Singapore snaps up 10% of Glenveagh as housebuilder floats

The first Irish housebuilder to float in two years saw its shares jump 14%

Glenveagh has set itself a target of building 1,000 new homes a year by 2020. Photograph: iStock
Glenveagh has set itself a target of building 1,000 new homes a year by 2020. Photograph: iStock

Singaporean sovereign wealth fund GIC has emerged as a major shareholder in Irish housebuilder Glenveagh Properties, which jumped more than 14 per cent on its first day of trading after an initial public offering (IPO).

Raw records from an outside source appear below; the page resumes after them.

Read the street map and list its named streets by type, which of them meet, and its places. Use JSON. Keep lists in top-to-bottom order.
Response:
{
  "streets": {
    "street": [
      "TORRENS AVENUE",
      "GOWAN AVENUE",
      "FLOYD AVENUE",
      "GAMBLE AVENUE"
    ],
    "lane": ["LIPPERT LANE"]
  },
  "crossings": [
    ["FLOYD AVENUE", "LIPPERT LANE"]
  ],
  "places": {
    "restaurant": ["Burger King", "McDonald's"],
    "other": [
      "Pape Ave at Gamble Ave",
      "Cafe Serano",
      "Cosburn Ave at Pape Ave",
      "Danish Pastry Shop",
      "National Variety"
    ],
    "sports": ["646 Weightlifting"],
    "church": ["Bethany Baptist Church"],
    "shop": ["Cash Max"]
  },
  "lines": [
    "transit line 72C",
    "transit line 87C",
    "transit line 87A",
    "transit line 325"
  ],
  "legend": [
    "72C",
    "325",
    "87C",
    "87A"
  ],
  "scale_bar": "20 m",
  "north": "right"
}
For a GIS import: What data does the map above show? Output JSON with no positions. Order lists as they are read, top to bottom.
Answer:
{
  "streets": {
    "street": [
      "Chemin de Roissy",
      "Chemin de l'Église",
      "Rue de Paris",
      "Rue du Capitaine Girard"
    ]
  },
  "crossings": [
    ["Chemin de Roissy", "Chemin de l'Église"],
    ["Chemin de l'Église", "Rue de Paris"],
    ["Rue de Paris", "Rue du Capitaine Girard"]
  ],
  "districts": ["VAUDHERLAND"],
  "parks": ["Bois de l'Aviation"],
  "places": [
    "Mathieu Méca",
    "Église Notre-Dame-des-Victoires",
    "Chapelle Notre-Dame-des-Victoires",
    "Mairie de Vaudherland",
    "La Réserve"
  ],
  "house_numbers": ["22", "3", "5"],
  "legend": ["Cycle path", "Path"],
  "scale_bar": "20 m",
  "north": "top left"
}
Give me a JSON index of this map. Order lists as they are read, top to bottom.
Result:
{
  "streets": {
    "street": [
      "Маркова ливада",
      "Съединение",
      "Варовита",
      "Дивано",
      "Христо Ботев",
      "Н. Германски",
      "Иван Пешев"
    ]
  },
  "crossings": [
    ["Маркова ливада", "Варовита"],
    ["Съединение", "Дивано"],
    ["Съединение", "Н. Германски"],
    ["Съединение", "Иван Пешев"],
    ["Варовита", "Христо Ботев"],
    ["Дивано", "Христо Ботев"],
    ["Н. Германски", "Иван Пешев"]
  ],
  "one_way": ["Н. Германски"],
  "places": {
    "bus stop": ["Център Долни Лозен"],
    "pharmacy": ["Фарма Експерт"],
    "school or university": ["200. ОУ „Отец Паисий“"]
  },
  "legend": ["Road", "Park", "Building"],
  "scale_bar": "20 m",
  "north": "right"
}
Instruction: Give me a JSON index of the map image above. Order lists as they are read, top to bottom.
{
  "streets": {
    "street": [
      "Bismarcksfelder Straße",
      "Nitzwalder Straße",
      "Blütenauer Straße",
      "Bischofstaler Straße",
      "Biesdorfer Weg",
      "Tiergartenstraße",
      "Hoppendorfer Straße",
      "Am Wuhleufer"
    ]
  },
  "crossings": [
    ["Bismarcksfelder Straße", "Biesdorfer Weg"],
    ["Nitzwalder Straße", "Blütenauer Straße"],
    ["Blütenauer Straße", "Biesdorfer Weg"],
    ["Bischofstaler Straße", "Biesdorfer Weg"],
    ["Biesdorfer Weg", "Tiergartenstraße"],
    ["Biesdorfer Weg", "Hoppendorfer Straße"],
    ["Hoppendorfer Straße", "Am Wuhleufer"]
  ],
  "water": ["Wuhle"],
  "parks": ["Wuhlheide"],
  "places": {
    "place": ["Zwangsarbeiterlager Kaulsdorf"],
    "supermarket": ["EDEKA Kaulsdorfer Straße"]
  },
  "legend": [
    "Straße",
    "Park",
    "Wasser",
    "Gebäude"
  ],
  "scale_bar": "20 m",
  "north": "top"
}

The share price surge pushed the value of the Dublin-based company from an initial €617 million, after the company raised €500 million in an initial public offering (IPO), to €704.6 million.

The market capitalisation will increase if, as expected, the brokers behind the sale, Credit Suisse and Davy, exercise an option to place an additional 50 million of shares on the market within 30 days of the flotation. The shares were sold in the IPO at a price of €1 each.

Singapore's GIC currently owns 10.2 per cent of Glenveagh, though this will fall to 9.4 per cent, subject to the additional shares being placed, according to a final prospectus on the deal, published on Tuesday afternoon. GIC is also a major shareholder in Irish phone company Eir, having acquired a 20.6 per cent stake in the business last year.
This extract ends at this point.